Enterprises today want to tap into the wealth of information hidden in the data around them to improve competitiveness, efficiency and profitability. Huge volumes of data are created every day from a variety of sources including: sensors, smart devices, social media and billions of Internet and smart phone users worldwide. The challenge is storing, managing and deriving just-in-time insights from this data, while preserving and using existing information management investments. The Big Data challenge is pervasive across the majority of industries including: finance, government, telecommunications, retail, healthcare, energy and utilities.
Successfully gaining insights from Big Data is driving the evolution of business roles, corporate culture and IT. Successful implementations of new data solutions require business analysts, application developers, data architects and administrators to work together to understand and extract value from structured, unstructured and real-time streaming data. New roles are emerging, including the data scientist and new models are changing the way people work together and interact with their customers. As a result, IT vendors are being driven to simplify their Big Data solutions.
High Performance Environments and Big Data
Big Data is characterized by an explosion in the variety, volume and velocity of information created. Personal interactions including social media, our use of smart devices and our use of the Internet all create huge volumes of data. Behind the scenes, machine-to-machine interactions, sensors, recommendation engines and APIs drive a proliferation of information. From a volume standpoint, we are talking about terabytes, petabytes and beyond. Much of this data – in some studies as much as 80 percent – has little to no structure and much of it is generated at machine speed; at high velocity. The challenge is to remove the noise from this high velocity highly variable data and discover key insights while they are still relevant.
The evolution of the relational database has been driven by three major requirements: the need for management of larger data volumes, performance improvements and reduction in query response time. These requirements led to the large distributed systems developed by relational database vendors including IBM. Over the last two decades, these systems have become the backbone of transactional and warehousing applications. Increasing data volumes led to a new generation of massively parallel high performance databases. These databases ingest and process large amounts of structured data very efficiently. Unfortunately not all of today’s data can be represented as structured data. Examples of semi-structured or unstructured data include: text messages, video, voice, system logs, financial reports, email, legal documents, journals and weather data. These types of data led to the need for a new platform to perform real time, historical and predictive analytics over high volumes of variable data, structured and unstructured.

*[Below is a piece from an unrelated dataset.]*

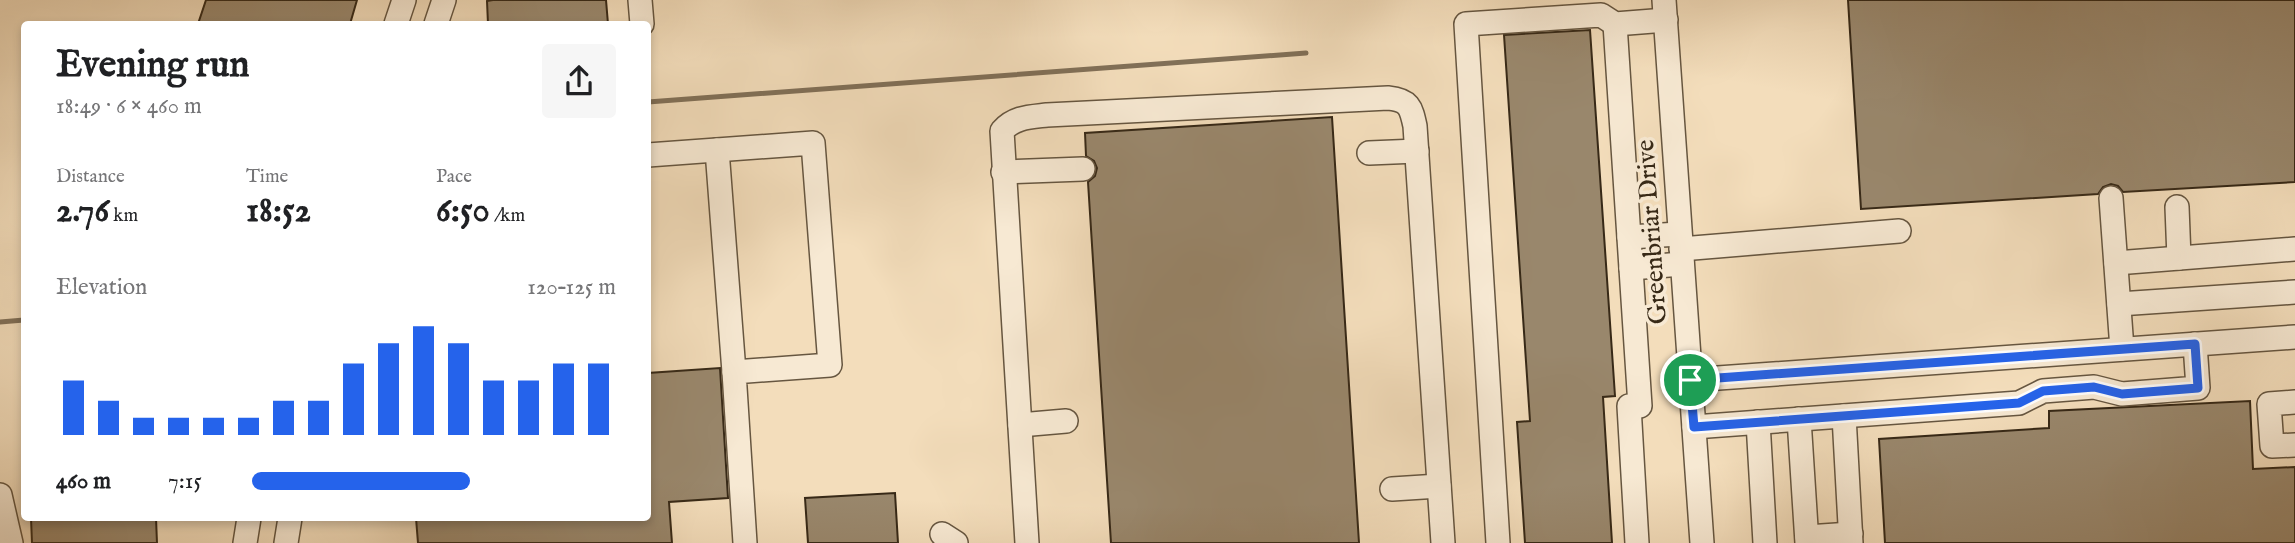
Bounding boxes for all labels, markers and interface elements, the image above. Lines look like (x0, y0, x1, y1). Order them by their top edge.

In certain applications, Big Data needs to be pre-processed and analyzed before inserting into relational databases. In these instances, Big Data augments and enhances existing applications and business processes. This hybrid data processing approach augments the traditional relational databases with the new Big Data platform. This approach enables enterprises to gain the most value from highly variable data with the same high performance and reliability delivered by the relational databases.
The Emergence of the Data Scientist
The data scientist has emerged as a key new role in enterprises that embrace Big Data. On any given day, there may be 2,000 job openings for that role. While traditional database administrators work with database queries, performance and storage efficiencies, data scientists establish data strategies and formulate the broader set of data to be analyzed and questions to be answered using the new data. The data scientist works across business lines to help the enterprise understand actionable trends and patterns in the data. On any given day the role: discovers, secures, cleans, explores; formats, structures, models and analyses data. The position is a hybrid, requiring the application of data mining, statistics and machine learning to answer pre-defined questions while also exploring new and existing data to discover new information and insights.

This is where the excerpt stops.